TASK TO CARRY OUT:
Below is a listing; restate from it, character for character, the lines beginning at the line holding "background:#0b8043; border-color:#fff; box-shadow:0" and ending at the line holding "margin:0; font-size:23px; white-space:nowrap;", both included.

LISTED RECORDS:

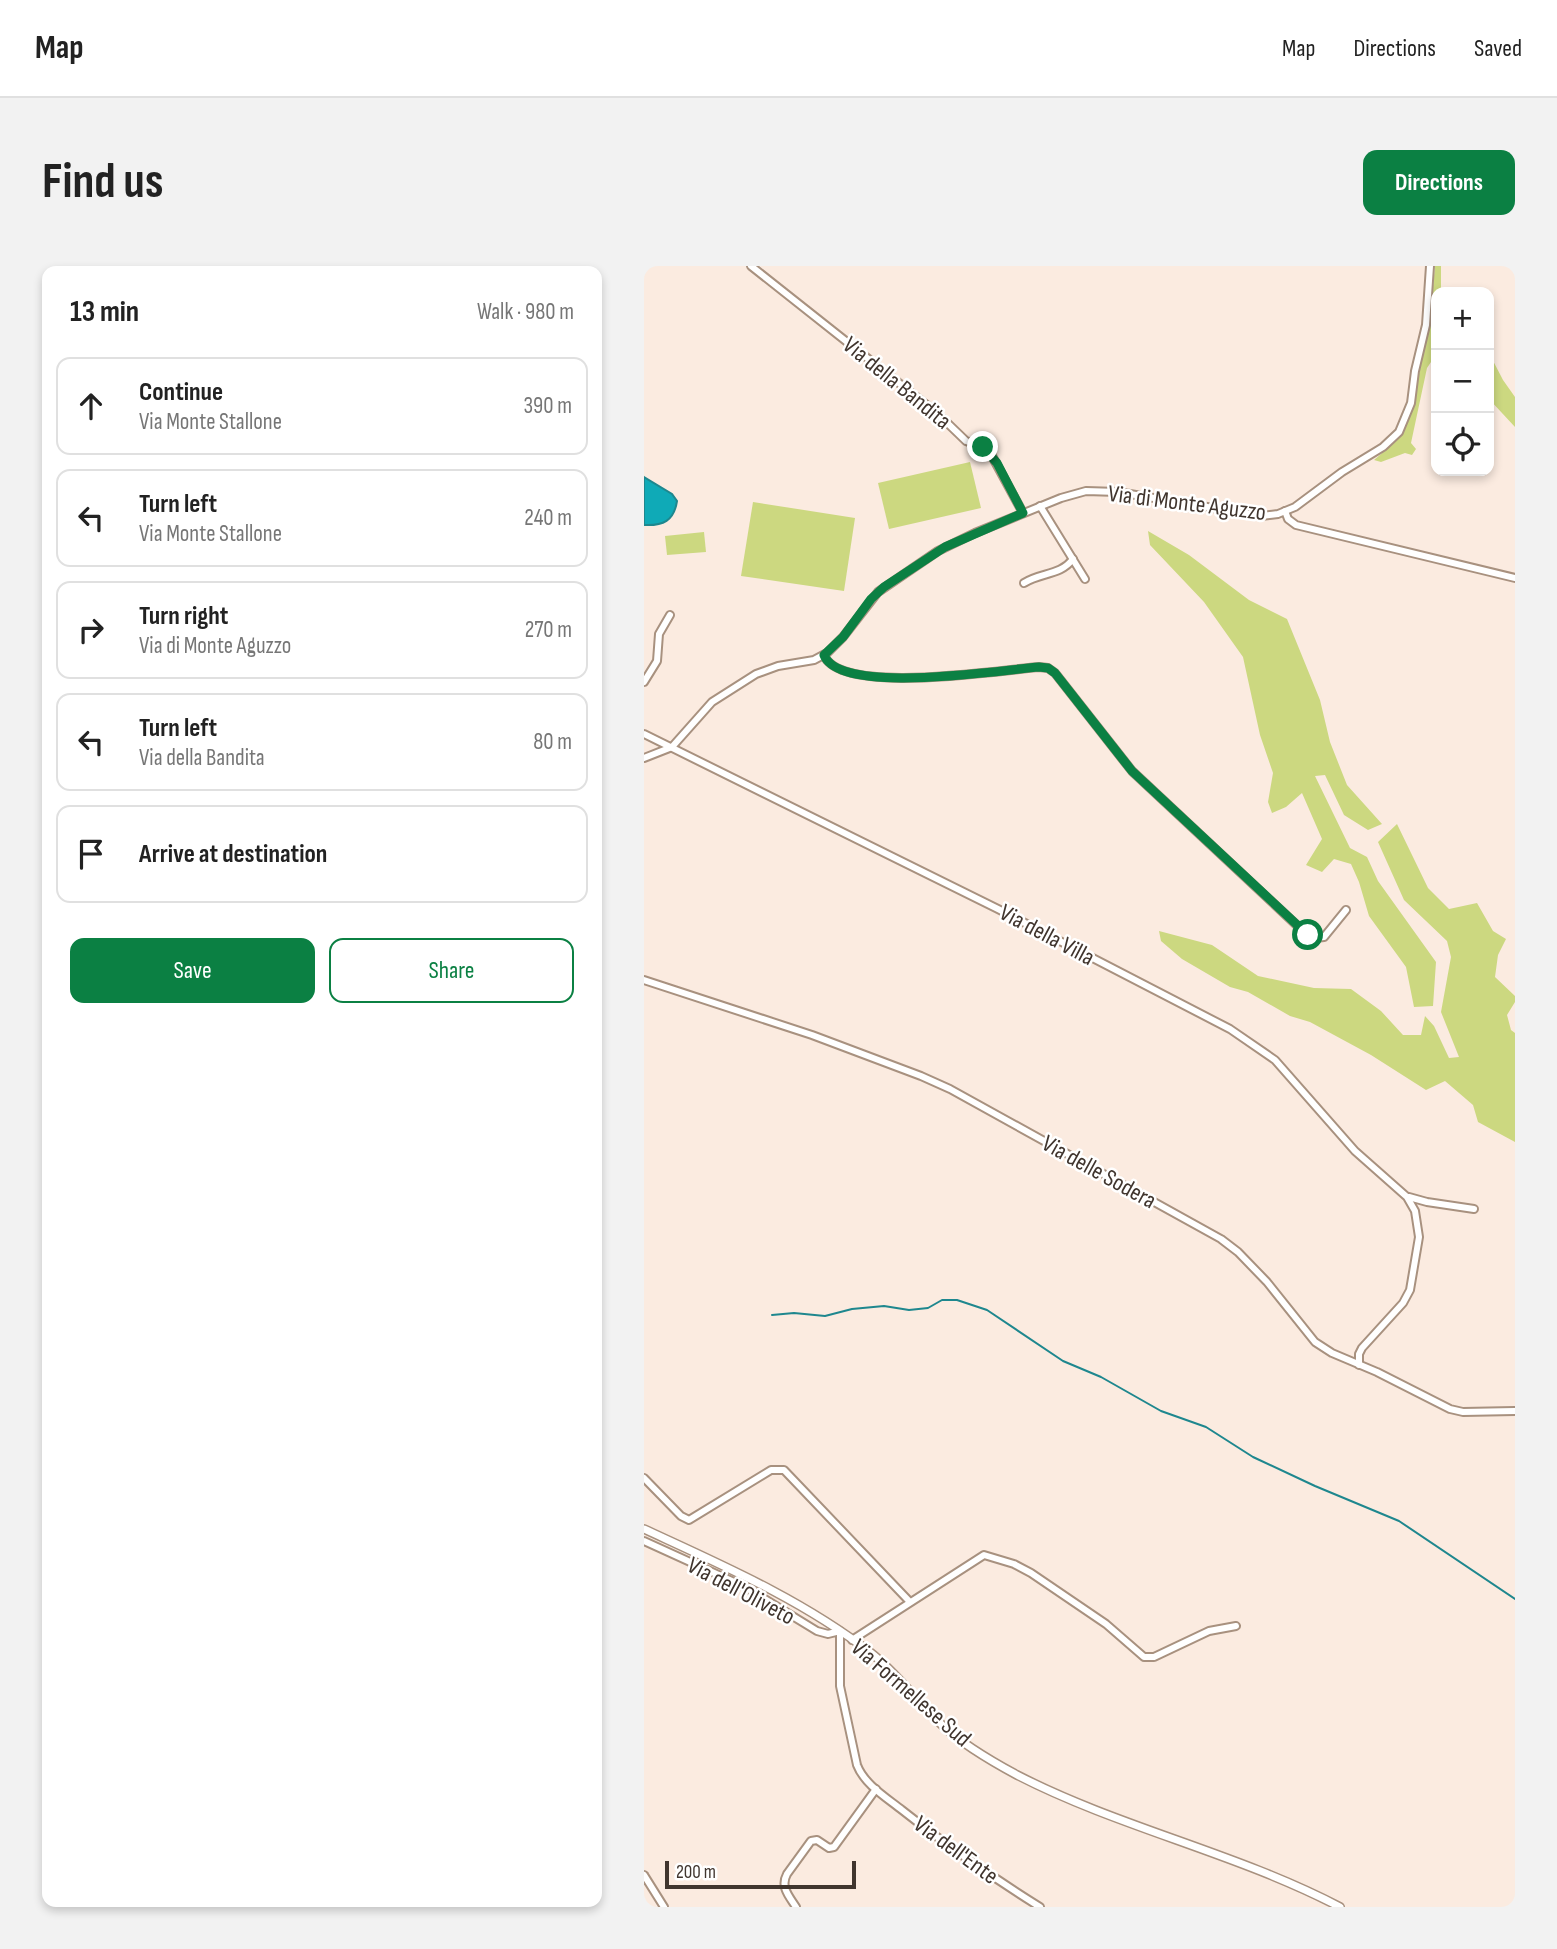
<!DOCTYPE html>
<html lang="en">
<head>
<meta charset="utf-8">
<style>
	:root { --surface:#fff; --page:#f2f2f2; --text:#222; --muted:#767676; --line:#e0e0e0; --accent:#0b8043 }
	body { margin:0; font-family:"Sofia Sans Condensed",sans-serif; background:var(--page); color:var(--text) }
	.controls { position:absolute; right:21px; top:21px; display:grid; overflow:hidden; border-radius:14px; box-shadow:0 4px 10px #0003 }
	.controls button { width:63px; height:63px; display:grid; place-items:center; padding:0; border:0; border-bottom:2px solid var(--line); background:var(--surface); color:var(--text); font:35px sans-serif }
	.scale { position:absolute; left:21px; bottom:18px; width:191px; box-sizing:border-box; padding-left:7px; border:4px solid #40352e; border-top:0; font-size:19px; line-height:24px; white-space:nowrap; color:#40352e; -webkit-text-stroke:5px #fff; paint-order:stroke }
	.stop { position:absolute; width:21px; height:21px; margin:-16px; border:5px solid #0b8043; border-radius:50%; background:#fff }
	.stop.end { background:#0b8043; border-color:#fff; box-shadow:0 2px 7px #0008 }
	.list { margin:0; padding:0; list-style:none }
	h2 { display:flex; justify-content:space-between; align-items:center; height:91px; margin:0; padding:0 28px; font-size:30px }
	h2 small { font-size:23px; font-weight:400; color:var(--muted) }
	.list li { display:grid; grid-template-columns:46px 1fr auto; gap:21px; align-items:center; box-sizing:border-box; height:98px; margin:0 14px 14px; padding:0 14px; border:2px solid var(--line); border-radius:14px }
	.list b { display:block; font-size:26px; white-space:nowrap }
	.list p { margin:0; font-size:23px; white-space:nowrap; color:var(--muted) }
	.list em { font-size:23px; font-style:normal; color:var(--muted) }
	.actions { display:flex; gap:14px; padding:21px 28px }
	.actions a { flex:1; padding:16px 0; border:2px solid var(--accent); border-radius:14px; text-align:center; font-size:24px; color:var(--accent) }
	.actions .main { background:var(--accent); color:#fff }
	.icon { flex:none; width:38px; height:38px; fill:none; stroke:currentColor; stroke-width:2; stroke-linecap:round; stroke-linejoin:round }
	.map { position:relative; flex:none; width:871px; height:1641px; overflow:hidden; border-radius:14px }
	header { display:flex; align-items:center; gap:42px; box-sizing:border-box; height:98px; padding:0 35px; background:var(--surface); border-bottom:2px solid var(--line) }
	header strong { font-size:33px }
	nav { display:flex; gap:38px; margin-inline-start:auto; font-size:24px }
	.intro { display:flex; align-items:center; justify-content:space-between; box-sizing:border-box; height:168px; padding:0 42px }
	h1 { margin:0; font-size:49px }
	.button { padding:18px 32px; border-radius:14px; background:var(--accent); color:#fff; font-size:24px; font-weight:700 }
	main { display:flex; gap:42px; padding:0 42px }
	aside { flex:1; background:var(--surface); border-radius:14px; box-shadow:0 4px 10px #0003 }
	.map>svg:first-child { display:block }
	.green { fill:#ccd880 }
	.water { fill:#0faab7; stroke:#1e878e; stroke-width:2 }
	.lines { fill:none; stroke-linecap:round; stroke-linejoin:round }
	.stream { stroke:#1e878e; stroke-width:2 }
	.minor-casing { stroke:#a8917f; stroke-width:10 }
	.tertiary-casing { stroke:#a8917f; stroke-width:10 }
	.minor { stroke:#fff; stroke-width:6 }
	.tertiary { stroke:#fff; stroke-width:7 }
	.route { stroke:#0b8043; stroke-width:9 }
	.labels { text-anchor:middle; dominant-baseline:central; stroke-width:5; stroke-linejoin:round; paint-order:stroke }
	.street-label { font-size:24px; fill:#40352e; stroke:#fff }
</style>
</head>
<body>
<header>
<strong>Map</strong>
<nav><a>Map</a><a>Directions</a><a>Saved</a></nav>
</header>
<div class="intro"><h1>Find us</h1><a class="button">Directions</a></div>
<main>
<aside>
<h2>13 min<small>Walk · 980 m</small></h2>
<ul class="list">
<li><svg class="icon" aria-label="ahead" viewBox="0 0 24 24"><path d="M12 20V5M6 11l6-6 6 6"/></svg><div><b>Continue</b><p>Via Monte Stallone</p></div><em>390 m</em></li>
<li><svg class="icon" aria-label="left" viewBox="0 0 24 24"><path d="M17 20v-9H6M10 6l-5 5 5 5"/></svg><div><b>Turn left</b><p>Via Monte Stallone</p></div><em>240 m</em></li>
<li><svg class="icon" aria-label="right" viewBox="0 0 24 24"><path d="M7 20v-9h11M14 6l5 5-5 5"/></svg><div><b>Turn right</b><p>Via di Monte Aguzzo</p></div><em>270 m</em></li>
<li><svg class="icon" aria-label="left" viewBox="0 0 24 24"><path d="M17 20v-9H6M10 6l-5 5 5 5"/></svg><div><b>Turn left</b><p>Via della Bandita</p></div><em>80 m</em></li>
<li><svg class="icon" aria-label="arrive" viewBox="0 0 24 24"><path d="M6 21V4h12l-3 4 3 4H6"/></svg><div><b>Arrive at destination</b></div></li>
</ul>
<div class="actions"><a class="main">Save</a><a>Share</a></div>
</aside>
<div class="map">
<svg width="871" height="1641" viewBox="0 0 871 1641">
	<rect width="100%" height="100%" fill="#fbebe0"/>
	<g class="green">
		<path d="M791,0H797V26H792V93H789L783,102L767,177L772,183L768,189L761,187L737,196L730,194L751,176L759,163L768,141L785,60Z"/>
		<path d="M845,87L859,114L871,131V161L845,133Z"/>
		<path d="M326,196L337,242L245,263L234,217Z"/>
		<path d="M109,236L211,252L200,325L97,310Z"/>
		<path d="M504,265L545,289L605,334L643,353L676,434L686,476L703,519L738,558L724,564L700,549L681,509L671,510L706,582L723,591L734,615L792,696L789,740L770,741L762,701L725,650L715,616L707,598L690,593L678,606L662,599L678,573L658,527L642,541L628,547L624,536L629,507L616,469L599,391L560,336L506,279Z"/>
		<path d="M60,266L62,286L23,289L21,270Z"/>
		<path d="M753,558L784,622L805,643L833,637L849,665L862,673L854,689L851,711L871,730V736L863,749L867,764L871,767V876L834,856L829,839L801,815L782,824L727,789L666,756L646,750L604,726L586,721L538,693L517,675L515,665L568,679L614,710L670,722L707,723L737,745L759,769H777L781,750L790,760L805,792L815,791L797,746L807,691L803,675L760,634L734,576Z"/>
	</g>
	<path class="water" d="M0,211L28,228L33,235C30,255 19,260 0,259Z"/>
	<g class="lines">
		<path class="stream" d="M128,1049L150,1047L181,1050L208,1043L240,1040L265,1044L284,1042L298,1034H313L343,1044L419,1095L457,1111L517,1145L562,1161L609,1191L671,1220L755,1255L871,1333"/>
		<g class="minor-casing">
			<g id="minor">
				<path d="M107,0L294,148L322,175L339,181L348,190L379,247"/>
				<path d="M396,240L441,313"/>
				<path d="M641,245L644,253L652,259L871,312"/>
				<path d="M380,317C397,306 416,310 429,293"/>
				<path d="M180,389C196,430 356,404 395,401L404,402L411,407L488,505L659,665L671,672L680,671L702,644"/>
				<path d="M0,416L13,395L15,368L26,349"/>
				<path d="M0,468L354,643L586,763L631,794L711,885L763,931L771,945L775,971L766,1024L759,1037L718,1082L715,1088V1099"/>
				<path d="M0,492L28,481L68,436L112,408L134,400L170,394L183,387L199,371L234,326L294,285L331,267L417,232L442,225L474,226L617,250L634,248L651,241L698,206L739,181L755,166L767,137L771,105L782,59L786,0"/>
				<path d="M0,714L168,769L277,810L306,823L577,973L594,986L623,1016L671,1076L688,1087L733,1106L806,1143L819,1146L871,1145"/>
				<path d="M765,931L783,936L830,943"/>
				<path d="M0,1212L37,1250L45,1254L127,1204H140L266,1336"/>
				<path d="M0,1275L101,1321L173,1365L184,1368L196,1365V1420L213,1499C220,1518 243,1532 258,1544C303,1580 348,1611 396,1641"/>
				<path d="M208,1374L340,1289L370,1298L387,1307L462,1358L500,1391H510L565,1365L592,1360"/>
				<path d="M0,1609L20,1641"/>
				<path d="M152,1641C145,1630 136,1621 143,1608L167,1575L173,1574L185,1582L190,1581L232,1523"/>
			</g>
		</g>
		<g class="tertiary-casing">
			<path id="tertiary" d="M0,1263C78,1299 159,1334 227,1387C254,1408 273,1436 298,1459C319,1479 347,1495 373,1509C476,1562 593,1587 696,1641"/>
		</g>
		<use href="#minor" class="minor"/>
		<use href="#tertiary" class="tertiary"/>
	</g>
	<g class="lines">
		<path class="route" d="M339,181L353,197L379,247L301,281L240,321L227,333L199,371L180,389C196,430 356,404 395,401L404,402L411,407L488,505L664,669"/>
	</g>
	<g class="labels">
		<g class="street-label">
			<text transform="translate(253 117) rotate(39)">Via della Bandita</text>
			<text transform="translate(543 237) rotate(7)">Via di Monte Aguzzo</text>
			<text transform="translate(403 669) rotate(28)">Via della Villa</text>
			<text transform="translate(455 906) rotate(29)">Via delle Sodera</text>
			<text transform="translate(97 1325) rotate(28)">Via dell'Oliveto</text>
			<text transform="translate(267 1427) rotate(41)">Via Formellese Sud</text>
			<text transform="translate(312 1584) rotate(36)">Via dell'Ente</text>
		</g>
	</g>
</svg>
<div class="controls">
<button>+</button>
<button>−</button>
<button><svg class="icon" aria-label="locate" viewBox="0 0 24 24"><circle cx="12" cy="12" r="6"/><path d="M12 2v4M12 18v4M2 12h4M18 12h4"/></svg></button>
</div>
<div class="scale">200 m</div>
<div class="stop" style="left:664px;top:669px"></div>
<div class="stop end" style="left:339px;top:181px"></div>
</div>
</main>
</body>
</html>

YOUR SOLUTION:
	.stop.end { background:#0b8043; border-color:#fff; box-shadow:0 2px 7px #0008 }
	.list { margin:0; padding:0; list-style:none }
	h2 { display:flex; justify-content:space-between; align-items:center; height:91px; margin:0; padding:0 28px; font-size:30px }
	h2 small { font-size:23px; font-weight:400; color:var(--muted) }
	.list li { display:grid; grid-template-columns:46px 1fr auto; gap:21px; align-items:center; box-sizing:border-box; height:98px; margin:0 14px 14px; padding:0 14px; border:2px solid var(--line); border-radius:14px }
	.list b { display:block; font-size:26px; white-space:nowrap }
	.list p { margin:0; font-size:23px; white-space:nowrap; color:var(--muted) }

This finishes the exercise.